──────── The records ────────
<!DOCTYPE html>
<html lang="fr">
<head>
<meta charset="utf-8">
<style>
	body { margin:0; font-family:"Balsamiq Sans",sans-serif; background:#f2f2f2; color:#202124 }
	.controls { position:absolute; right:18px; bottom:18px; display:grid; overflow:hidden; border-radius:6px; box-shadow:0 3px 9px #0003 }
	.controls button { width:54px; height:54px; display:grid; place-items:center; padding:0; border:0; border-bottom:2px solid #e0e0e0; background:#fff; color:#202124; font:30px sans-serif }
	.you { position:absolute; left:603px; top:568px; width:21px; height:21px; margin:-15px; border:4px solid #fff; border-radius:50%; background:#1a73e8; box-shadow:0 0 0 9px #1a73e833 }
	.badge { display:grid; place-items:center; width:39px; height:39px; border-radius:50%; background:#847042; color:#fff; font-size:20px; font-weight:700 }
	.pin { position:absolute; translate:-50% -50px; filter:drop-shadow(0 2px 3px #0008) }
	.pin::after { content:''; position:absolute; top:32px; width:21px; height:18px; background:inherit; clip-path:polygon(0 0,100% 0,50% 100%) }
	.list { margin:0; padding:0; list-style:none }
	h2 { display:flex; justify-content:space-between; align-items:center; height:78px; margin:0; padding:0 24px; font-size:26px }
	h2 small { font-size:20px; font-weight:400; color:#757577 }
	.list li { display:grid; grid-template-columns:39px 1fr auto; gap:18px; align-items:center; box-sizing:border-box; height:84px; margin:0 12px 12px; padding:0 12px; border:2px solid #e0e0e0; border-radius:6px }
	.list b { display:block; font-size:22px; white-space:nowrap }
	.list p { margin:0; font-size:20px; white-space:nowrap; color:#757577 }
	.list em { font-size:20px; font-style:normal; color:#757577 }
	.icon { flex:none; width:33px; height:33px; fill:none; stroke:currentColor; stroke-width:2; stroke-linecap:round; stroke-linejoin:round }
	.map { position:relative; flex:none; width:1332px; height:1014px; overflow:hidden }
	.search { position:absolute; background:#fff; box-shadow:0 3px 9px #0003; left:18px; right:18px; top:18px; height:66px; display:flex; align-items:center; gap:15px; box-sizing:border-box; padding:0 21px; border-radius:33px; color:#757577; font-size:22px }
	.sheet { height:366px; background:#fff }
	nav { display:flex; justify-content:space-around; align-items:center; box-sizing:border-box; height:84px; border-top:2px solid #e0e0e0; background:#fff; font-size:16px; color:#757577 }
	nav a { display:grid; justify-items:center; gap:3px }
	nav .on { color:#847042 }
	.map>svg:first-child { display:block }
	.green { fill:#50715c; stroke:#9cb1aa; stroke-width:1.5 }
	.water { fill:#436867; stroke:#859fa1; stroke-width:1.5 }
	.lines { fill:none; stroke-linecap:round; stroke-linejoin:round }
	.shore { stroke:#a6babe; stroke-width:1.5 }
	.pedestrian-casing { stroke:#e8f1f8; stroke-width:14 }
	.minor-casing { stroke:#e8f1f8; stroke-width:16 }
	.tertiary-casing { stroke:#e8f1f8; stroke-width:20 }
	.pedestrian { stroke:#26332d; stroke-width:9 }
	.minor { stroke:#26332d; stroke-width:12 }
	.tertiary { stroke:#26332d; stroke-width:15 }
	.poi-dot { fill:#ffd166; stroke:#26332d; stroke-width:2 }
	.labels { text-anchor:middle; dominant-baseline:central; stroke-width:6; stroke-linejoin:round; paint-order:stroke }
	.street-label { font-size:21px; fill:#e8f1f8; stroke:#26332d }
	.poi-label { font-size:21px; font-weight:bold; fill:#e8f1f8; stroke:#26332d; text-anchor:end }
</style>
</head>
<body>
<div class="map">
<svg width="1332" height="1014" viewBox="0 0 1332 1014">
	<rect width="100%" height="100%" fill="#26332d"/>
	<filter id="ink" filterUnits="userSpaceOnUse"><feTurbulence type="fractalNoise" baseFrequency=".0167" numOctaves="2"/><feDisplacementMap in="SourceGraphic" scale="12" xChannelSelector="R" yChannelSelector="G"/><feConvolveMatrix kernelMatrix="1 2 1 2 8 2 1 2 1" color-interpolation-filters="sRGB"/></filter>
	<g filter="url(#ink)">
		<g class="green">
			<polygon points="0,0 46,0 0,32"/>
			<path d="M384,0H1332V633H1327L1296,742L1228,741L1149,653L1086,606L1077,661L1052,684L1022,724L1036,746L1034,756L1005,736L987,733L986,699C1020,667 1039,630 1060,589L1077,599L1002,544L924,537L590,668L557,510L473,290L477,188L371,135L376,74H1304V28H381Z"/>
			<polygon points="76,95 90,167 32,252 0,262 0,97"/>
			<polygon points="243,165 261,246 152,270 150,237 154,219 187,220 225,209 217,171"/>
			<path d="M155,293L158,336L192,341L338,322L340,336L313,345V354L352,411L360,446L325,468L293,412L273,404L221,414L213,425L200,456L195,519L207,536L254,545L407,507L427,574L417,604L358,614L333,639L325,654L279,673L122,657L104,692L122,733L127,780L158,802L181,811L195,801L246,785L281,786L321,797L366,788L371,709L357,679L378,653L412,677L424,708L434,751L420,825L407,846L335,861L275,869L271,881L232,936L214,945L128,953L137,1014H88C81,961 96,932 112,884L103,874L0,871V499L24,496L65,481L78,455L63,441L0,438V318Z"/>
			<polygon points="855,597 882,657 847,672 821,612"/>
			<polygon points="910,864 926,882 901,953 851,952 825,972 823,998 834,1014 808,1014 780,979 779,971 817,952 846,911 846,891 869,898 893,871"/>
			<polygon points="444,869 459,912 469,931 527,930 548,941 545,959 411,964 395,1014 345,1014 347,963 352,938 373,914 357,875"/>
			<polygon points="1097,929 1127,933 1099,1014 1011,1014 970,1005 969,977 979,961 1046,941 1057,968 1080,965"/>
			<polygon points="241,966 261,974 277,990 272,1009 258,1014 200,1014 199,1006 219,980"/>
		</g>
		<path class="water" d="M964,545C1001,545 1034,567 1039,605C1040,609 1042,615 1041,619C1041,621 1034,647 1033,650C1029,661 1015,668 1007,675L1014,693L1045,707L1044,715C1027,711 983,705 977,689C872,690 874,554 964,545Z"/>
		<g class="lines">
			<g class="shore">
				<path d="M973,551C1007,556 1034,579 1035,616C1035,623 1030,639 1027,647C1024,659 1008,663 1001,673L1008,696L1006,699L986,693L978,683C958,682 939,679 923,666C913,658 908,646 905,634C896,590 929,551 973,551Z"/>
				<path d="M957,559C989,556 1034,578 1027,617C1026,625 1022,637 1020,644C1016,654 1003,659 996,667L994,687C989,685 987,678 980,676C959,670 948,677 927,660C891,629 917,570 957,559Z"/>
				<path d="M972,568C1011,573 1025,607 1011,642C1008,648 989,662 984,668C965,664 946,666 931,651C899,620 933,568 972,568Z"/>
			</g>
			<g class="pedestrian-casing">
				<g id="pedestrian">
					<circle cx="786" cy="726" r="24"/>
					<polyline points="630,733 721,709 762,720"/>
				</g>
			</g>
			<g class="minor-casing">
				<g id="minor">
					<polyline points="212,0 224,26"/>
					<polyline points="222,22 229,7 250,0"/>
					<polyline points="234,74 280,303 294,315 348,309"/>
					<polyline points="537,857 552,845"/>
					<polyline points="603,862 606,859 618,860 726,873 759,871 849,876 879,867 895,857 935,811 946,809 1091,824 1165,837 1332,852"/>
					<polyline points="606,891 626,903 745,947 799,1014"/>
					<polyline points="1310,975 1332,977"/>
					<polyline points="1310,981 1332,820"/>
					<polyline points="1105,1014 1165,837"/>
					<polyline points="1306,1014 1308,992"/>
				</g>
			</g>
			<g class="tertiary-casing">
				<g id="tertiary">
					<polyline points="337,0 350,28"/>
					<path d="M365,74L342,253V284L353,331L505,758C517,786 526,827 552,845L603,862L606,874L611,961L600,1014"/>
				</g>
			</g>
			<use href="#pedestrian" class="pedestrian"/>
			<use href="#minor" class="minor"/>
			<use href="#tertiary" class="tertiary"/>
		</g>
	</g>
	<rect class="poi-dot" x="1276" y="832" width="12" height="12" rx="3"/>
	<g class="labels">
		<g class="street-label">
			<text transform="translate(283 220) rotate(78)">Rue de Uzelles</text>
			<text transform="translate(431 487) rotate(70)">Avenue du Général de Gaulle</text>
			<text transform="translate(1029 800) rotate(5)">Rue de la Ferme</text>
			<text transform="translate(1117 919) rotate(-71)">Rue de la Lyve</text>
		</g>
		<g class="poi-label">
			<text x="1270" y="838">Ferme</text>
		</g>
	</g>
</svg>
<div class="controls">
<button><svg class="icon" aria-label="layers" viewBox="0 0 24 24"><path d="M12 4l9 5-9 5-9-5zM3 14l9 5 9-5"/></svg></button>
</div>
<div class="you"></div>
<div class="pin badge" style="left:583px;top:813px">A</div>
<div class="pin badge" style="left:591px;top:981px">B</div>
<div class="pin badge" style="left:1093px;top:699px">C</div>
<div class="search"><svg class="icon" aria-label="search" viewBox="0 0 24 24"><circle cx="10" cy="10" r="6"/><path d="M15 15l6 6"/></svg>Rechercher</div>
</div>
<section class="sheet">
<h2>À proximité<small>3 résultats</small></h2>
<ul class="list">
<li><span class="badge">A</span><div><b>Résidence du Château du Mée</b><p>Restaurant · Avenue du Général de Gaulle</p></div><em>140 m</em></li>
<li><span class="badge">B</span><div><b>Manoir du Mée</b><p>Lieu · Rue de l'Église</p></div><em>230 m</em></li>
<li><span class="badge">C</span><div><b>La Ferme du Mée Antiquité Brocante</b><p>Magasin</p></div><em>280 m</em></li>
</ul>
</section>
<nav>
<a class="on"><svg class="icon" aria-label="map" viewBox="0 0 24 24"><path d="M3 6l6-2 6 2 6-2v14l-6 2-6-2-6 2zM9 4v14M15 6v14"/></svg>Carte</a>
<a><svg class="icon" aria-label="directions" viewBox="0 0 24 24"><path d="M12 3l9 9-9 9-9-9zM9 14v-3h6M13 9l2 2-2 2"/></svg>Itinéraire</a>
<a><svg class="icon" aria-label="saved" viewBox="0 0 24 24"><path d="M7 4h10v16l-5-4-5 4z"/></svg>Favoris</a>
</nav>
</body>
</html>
────────
* [Aim of the task]
Find where "<h2>À proximité<small>3 résultats</small></h2>" occurs in the data, and please write out that line through the last line exactly, with nothing else.

* [Expected answer]
<h2>À proximité<small>3 résultats</small></h2>
<ul class="list">
<li><span class="badge">A</span><div><b>Résidence du Château du Mée</b><p>Restaurant · Avenue du Général de Gaulle</p></div><em>140 m</em></li>
<li><span class="badge">B</span><div><b>Manoir du Mée</b><p>Lieu · Rue de l'Église</p></div><em>230 m</em></li>
<li><span class="badge">C</span><div><b>La Ferme du Mée Antiquité Brocante</b><p>Magasin</p></div><em>280 m</em></li>
</ul>
</section>
<nav>
<a class="on"><svg class="icon" aria-label="map" viewBox="0 0 24 24"><path d="M3 6l6-2 6 2 6-2v14l-6 2-6-2-6 2zM9 4v14M15 6v14"/></svg>Carte</a>
<a><svg class="icon" aria-label="directions" viewBox="0 0 24 24"><path d="M12 3l9 9-9 9-9-9zM9 14v-3h6M13 9l2 2-2 2"/></svg>Itinéraire</a>
<a><svg class="icon" aria-label="saved" viewBox="0 0 24 24"><path d="M7 4h10v16l-5-4-5 4z"/></svg>Favoris</a>
</nav>
</body>
</html>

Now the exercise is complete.